First, we apply the product rule, which is necessary when dealing with products of functions. This rule states that the derivative of a product \( u(x)v(x) \) is \( u'v + uv' \). In our exercise, \( u = x^3 \) and \( v = 4-x \). By differentiating these:

• \( u' = 3x^2 \)
• \( v' = -1 \)

Utilizing the product rule, the derivative becomes \( y' = (3x^2)(4-x) + (x^3)(-1) \). Simplifying this expression, we get \( y' = 12x^2 - 4x^3 \). Now, \( y' = 4x^2(3-x) \) fully captures the derivative's form and tells us where the slope of the tangent to the function is zero or undefined, leading to critical analysis of the function's local extremes.

The product rule is a fundamental differentiation tool used when you have a function composed of two multiplied functions, say \( u(x) \) and \( v(x) \). The derivative of this product, according to the product rule, is \( u'v + uv' \). It simplifies the differentiation process for more complex functions.
In our scenario with \( y = x^3(4-x) \), identifying \( u \) and \( v \) as \( x^3 \) and \( 4-x \) respectively, and their derivatives as \( u' = 3x^2 \) and \( v' = -1 \), allows us to apply the product rule efficiently. The calculation becomes straightforward: plugging into the formula, we arrive at the derivative \( y' = 12x^2 - 3x^3 - x^3 \), which simplifies to \( y' = 12x^2 - 4x^3 \).
This derivative is essential for further analysis, as it gives us insights into the behavior of the function through critical evaluation of its rates of change.

Local extremes of a function refer to the local maximum or minimum points where the function's value reaches a peak or a valley within a certain interval. To find these points, one must first identify where the derivative \( y' \) of the function equals zero or is undefined.
For our function, the derivative is \( y' = 4x^2(3-x) \).
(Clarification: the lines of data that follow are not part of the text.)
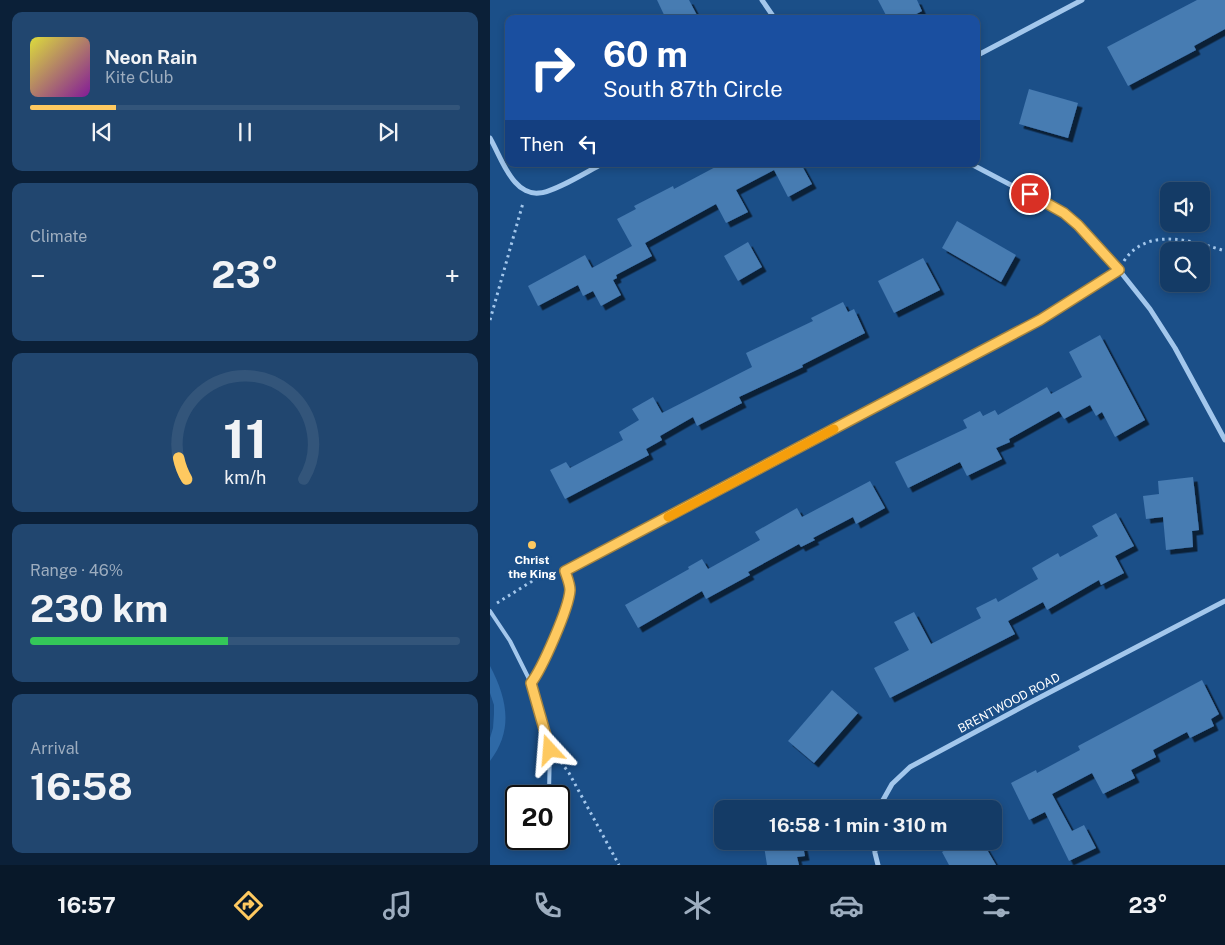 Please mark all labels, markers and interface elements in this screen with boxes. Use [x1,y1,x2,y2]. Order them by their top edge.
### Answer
text: 60 m [603,34,688,75]
icon: right [520,35,585,100]
text: Neon Rain [105,46,197,68]
text: Kite Club [105,68,173,87]
text: South 87th Circle [603,76,783,102]
icon: previous [88,118,116,146]
icon: pause [231,118,259,146]
icon: next [374,118,402,146]
icon: left [574,130,602,158]
text: Then [520,133,564,155]
pin [1009,173,1051,215]
icon: arrive [1016,180,1044,208]
map controls [1160,182,1210,292]
button: sound [1160,182,1210,232]
text: Climate [30,227,87,246]
button: search [1160,242,1210,292]
text: 23° [211,252,279,297]
text: − [30,259,46,292]
text: + [444,259,460,292]
text: 11 [223,409,267,470]
text: km/h [224,467,266,488]
marker: Christ the King [526,539,538,551]
place label: Christ the King [508,553,557,581]
text: Range · 46% [30,561,123,580]
text: 230 km [30,586,168,631]
street label: BRENTWOOD ROAD [956,670,1062,736]
position arrow [523,723,575,775]
text: Arrival [30,739,79,758]
text: 16:58 [30,764,133,809]
speed limit sign: 20 [505,785,570,850]
text: 16:58 · 1 min · 310 m [769,814,947,836]
icon: directions [231,888,266,923]
icon: music [380,888,415,923]
icon: phone [530,888,565,923]
icon: climate [680,888,715,923]
icon: car [829,888,864,923]
icon: filters [979,888,1014,923]
text: 16:57 [57,892,116,918]
text: 23° [1129,892,1168,918] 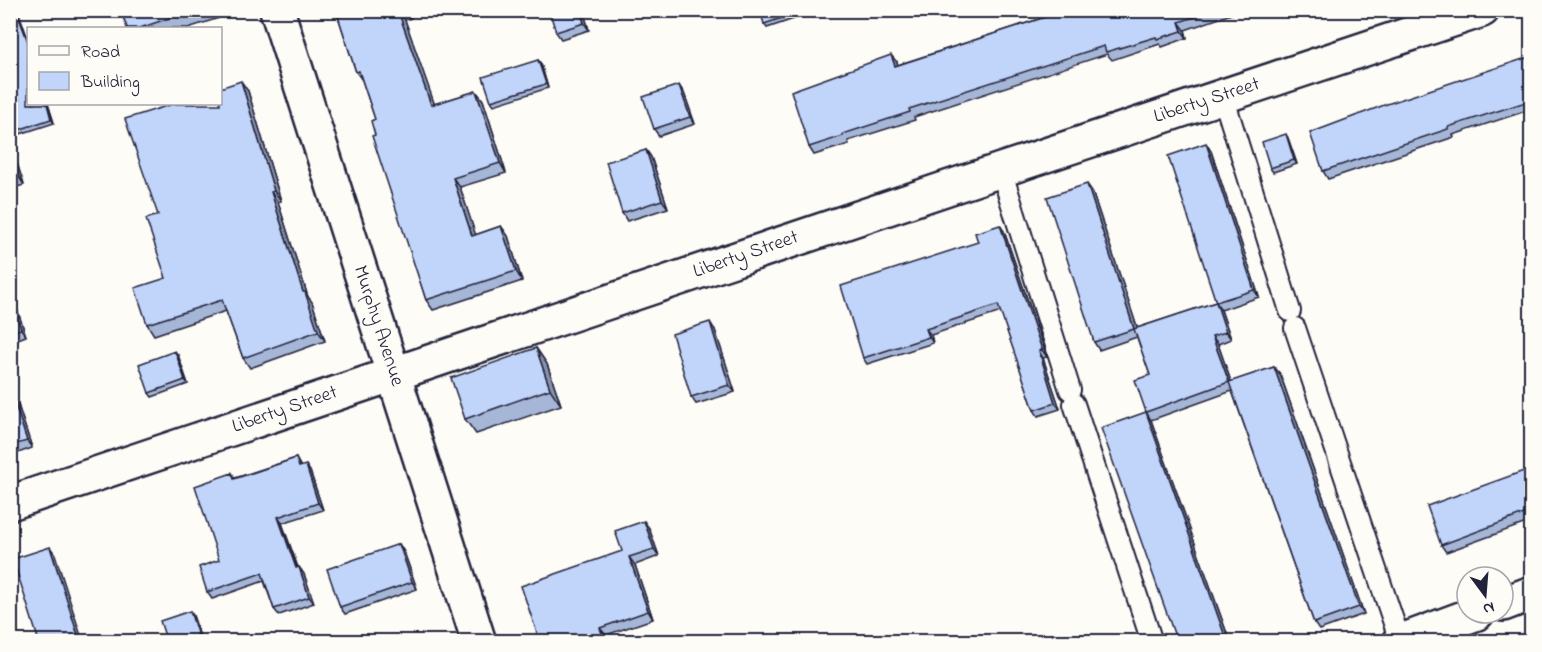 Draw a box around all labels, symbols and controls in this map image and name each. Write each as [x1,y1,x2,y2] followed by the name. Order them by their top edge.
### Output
[27,27,222,105] legend
[81,40,120,66] text: Road
[80,70,140,97] text: Building
[1150,70,1264,132] street label: Liberty Street
[689,223,803,287] street label: Liberty Street
[345,262,411,390] street label: Murphy Avenue
[228,378,342,442] street label: Liberty Street
[1455,565,1515,625] north arrow
[1480,594,1497,621] text: N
Setting \( y' = 0 \) identifies the critical points:

• \( 4x^2 = 0 \) gives \( x = 0 \)
• and \( 3-x = 0 \) gives \( x = 3 \)

Both \( x = 0 \) and \( x = 3 \) are critical points, which are potential local extremes. Evaluating the function at these points will reveal if they are indeed local maxima or minima, based on the changes in \( y \) as \( x \) crosses these points.
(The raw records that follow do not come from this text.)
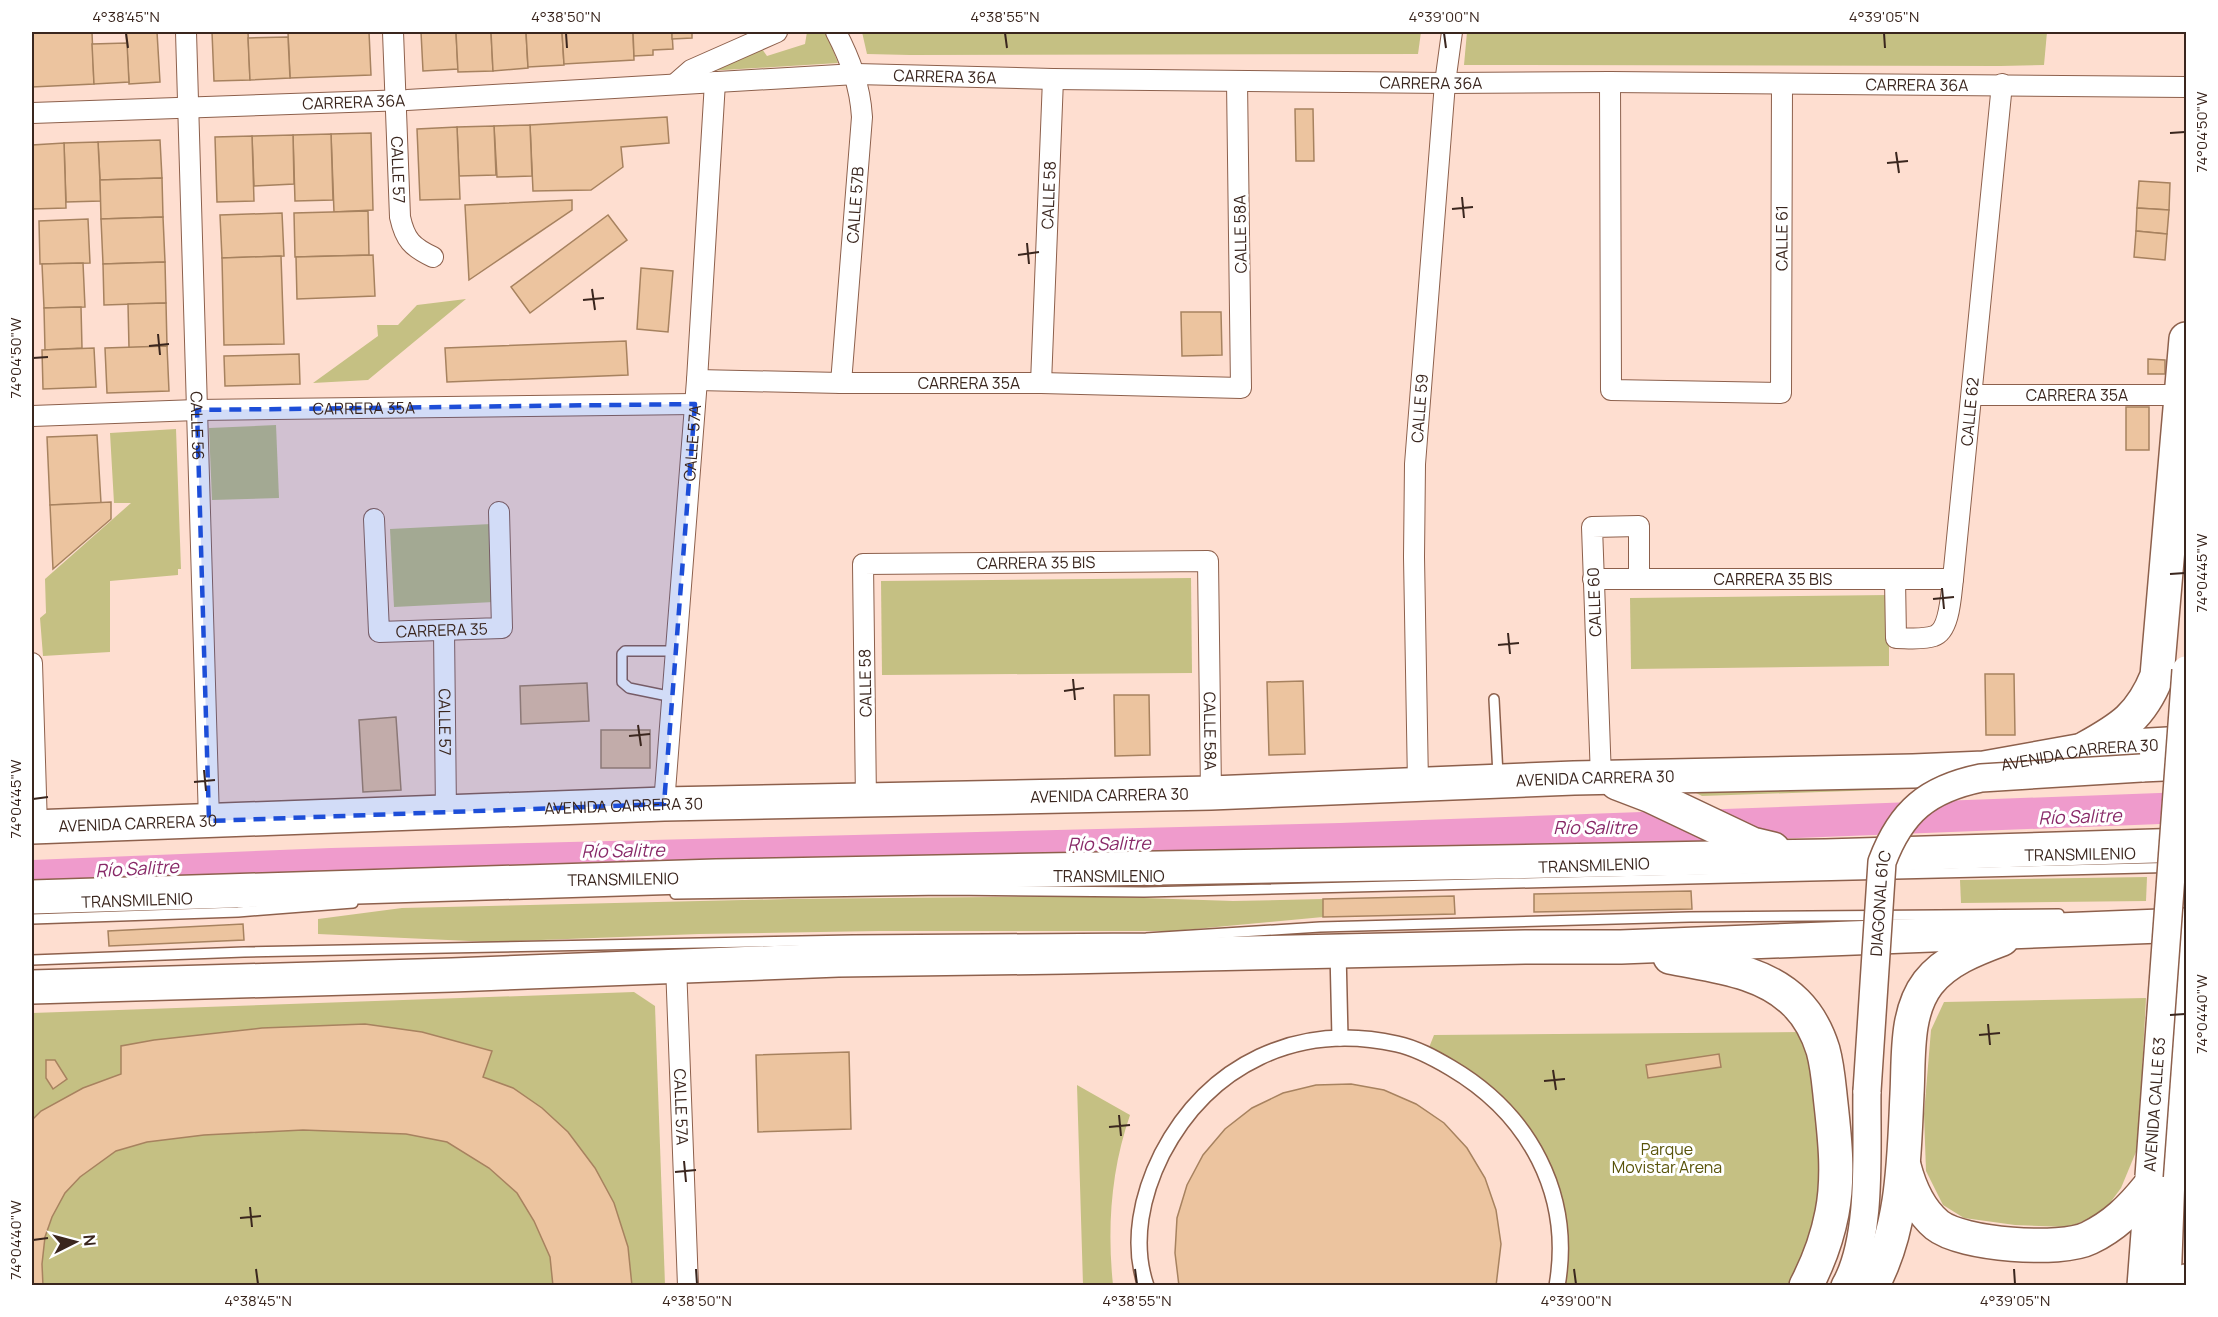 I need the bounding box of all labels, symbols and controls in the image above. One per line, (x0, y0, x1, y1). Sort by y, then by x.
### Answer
text: 4°38'45"N (92, 6, 160, 27)
text: 4°38'50"N (531, 6, 601, 27)
text: 4°38'55"N (970, 6, 1040, 27)
text: 4°39'00"N (1409, 6, 1479, 27)
text: 4°39'05"N (1849, 6, 1919, 27)
street label: CARRERA 36A (893, 64, 997, 89)
street label: CARRERA 36A (1379, 71, 1482, 94)
street label: CARRERA 36A (1865, 73, 1969, 96)
street label: CARRERA 36A (302, 89, 406, 115)
text: 74°04'50"W (2191, 92, 2212, 173)
street label: CALLE 57 (386, 136, 410, 204)
street label: CALLE 58 (1036, 160, 1061, 230)
street label: CALLE 57B (841, 166, 869, 244)
street label: CALLE 58A (1228, 195, 1252, 273)
street label: CALLE 61 (1770, 205, 1793, 271)
text: 74°04'50"W (5, 318, 26, 399)
street label: CARRERA 35A (918, 372, 1020, 394)
street label: CALLE 59 (1406, 373, 1433, 444)
street label: CALLE 62 (1955, 376, 1984, 447)
street label: CARRERA 35A (2026, 384, 2128, 406)
street label: CALLE 56 (185, 391, 209, 461)
street label: CARRERA 35A (313, 396, 415, 420)
street label: CALLE 57A (678, 404, 706, 482)
text: 74°04'45"W (2191, 534, 2212, 612)
street label: CARRERA 35 BIS (976, 551, 1096, 574)
street label: CALLE 60 (1582, 567, 1606, 637)
street label: CARRERA 35 BIS (1714, 568, 1833, 590)
street label: CARRERA 35 (395, 617, 488, 642)
street label: CALLE 58 (853, 649, 877, 717)
street label: CALLE 57 (434, 688, 456, 756)
street label: CALLE 58A (1199, 691, 1222, 770)
street label: AVENIDA CARRERA 30 (1999, 734, 2159, 776)
text: 74°04'45"W (5, 760, 26, 838)
street label: AVENIDA CARRERA 30 (1515, 765, 1675, 791)
street label: AVENIDA CARRERA 30 (1030, 782, 1189, 808)
street label: AVENIDA CARRERA 30 (544, 792, 703, 819)
water label: Río Salitre (2038, 803, 2124, 829)
street label: AVENIDA CARRERA 30 (58, 809, 218, 837)
water label: Río Salitre (1553, 815, 1638, 839)
water label: Río Salitre (1067, 830, 1152, 856)
water label: Río Salitre (581, 837, 666, 863)
street label: TRANSMILENIO (2024, 842, 2136, 866)
street label: DIAGONAL 61C (1865, 847, 1897, 957)
street label: TRANSMILENIO (1538, 852, 1650, 878)
water label: Río Salitre (95, 854, 181, 882)
street label: TRANSMILENIO (1053, 865, 1165, 887)
street label: TRANSMILENIO (567, 867, 679, 891)
street label: TRANSMILENIO (81, 887, 193, 913)
text: 74°04'40"W (2191, 974, 2212, 1054)
street label: AVENIDA CALLE 63 (2138, 1036, 2170, 1172)
street label: CALLE 57A (669, 1068, 694, 1146)
park label: Parque Movistar Arena (1612, 1138, 1722, 1178)
text: 74°04'40"W (5, 1200, 26, 1280)
north arrow (45, 1212, 105, 1272)
text: N (78, 1234, 101, 1247)
text: 4°38'45"N (224, 1290, 292, 1311)
text: 4°38'50"N (662, 1290, 732, 1311)
text: 4°38'55"N (1102, 1290, 1172, 1311)
text: 4°39'00"N (1541, 1290, 1611, 1311)
text: 4°39'05"N (1980, 1290, 2050, 1311)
Inflection points are locations on a curve where the curvature changes direction, signifying a shift in concavity from concave up to concave down, or vice versa. These points are found by analyzing the second derivative of the function.
The initial objective is to find \( y'' \), the second derivative. However, in some cases, further simplification of expressions from \( y' \) aids in this derivation. From \( y' = 4x^2(3-x) \), we identify the second derivative \( y'' \) by applying the product and chain rules repeatedly and eventually testing \( y'' = 0 \) or where \( y'' \) doesn't exist. This lets us determine potential inflection points.
After identifying these critical positions, analyzing the sign changes around these points in the second derivative confirms the nature and existence of an inflection point, aiding greatly in comprehending the shape and behavior of the graph.